Deep Diving into Amazon S3

We've all been there: mindlessly scrolling through YouTube, wondering if the suggestion algorithm has any idea what we actually like. Most of the time, the algorithm sucks. But every once in a while, it strikes gold. Recently, while deep in one of those YouTube rabbit holes, I was served an AWS re:Invent talk. The title piqued my interest, and what I discovered was completely unexpected: the incredible science that powers Amazon S3. So here I am, sharing the Gyaan no one asked for :D

S3 at scale

AWS is BIGG. It currently dominates the cloud business, holding 30% of the market. To give you an idea of its scale, here are some key statistics about its S3 service:

Data Volume: Amazon S3 stores more than 350 trillion objects.
Request Volume: It averages over 100 million requests per second.
Write Performance: It can handle at least 3,500 write requests per second.
Read Performance: It can handle at least 5,500 read requests per second.

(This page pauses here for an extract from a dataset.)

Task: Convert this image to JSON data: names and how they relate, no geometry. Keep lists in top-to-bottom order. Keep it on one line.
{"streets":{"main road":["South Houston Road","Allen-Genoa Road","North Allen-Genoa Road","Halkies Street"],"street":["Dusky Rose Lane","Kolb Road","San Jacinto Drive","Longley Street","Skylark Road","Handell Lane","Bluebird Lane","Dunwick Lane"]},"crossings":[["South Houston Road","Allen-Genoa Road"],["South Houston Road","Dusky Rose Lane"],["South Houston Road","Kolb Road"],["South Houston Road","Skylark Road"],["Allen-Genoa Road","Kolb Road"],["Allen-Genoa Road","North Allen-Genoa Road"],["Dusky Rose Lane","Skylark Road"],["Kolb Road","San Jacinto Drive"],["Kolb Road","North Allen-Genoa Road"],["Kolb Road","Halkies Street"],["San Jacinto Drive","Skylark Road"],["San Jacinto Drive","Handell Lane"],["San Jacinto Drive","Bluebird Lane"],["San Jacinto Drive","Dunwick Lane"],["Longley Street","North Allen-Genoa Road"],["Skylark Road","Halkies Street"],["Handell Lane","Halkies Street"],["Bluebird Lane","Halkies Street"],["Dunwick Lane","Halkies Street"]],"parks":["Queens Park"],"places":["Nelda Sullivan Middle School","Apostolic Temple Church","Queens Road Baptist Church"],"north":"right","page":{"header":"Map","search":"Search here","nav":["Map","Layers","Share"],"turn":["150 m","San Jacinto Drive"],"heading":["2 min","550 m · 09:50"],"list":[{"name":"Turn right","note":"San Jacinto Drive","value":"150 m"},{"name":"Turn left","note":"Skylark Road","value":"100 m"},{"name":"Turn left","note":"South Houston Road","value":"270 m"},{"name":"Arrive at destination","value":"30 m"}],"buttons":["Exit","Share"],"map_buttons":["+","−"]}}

At that scale, uploading or retrieving a file from S3 is far more complex than simply saving/reading a file on your computer. The engineering challenges are enormous, but here's the brilliant twist: AWS designed S3 to use its incredible scale as a feature, not a bug. In fact, the bigger it gets, the more efficient and reliable it becomes.

Scale to S3s Advantage:

01 - Physics of data

So, we all know how a traditional disk based hard drives work right? here’s a recap:

The shiny, spinning disk is where your information is stored, like a song on a record. An arm with a tiny recording head on its tip moves back and forth over the disk. To save (write) a file, the head uses a tiny magnet to store the data on the disk. To open (read) a file, the arm moves the head to the exact right spot to sense the information that's already there.

There are two key terms used to measure how long it will take to retrieve or write a file:

Rotational Latency: The time it takes for the disk to rotate to the correct position where your file is stored.
Seek Time: The time it takes for the read/write head to move to the correct track on the disk.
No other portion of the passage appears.